In patients with HBV DNA, the time of appearance, presence of HBsAgs and HBsAbs at the time of appearance, and course of the subsequent fluctuations in virus levels were also investigated. Patients who did not undergo HBcAb and HBsAb measurements before the start of treatment and those who did not undergo for HBV DNA measurements at the times stated in the guidelines (once every 1-3 mo) were excluded from the analysis.
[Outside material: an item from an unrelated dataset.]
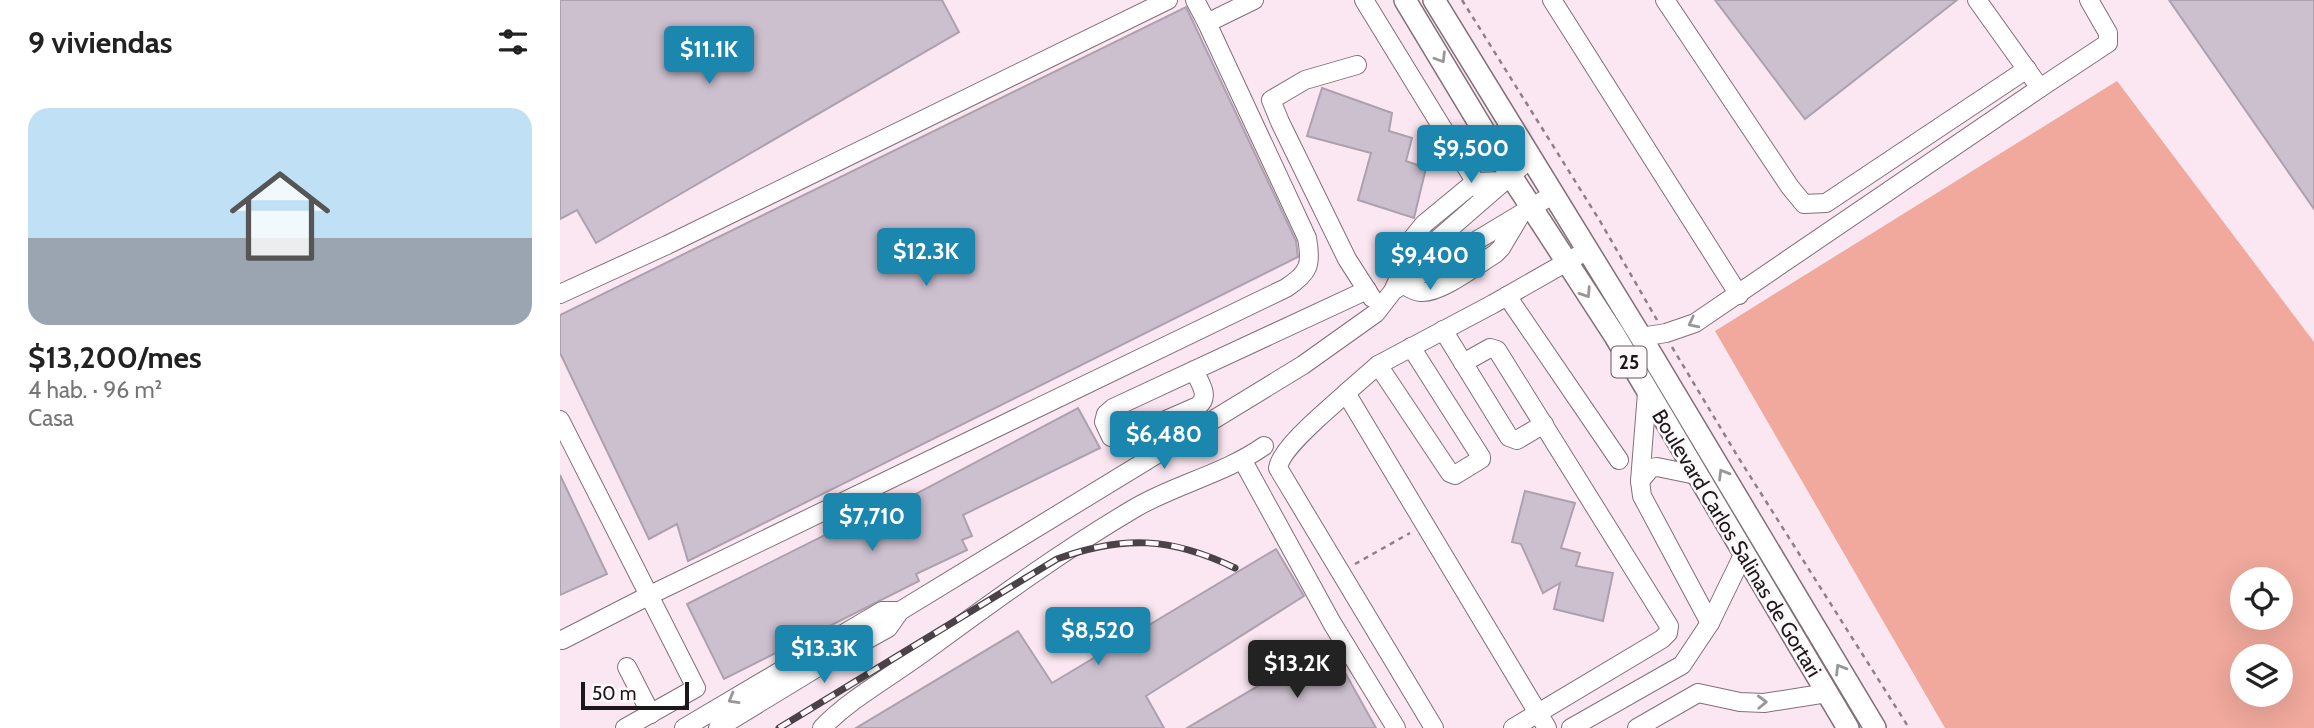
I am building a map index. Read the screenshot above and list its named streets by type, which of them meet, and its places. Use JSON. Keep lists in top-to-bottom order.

All patients who met the eligibility criteria were included in the analysis, and these data were analyzed based on intention to treat. HBcAb titers are expressed as the mean and standard deviation (SD) or in contingency tables. Student’s t test was used when appropriate to examine significant differences in HBcAb titers. Comparisons between two groups in HBsAb titer were performed using Wilcoxon’s test. Categorical variables were compared using Fisher’s exact test, and continuous variables were compared using an unpaired 2-tailed t-test. Univariate and multivariate logistic regression analyses were used to examine the risk factors for reactivation. A P value less than 0.05 was considered to indicate statistical significance. All statistical analyses were performed using JMP version 9.0.2 (SAS Institute Inc., Cary, NC, United States).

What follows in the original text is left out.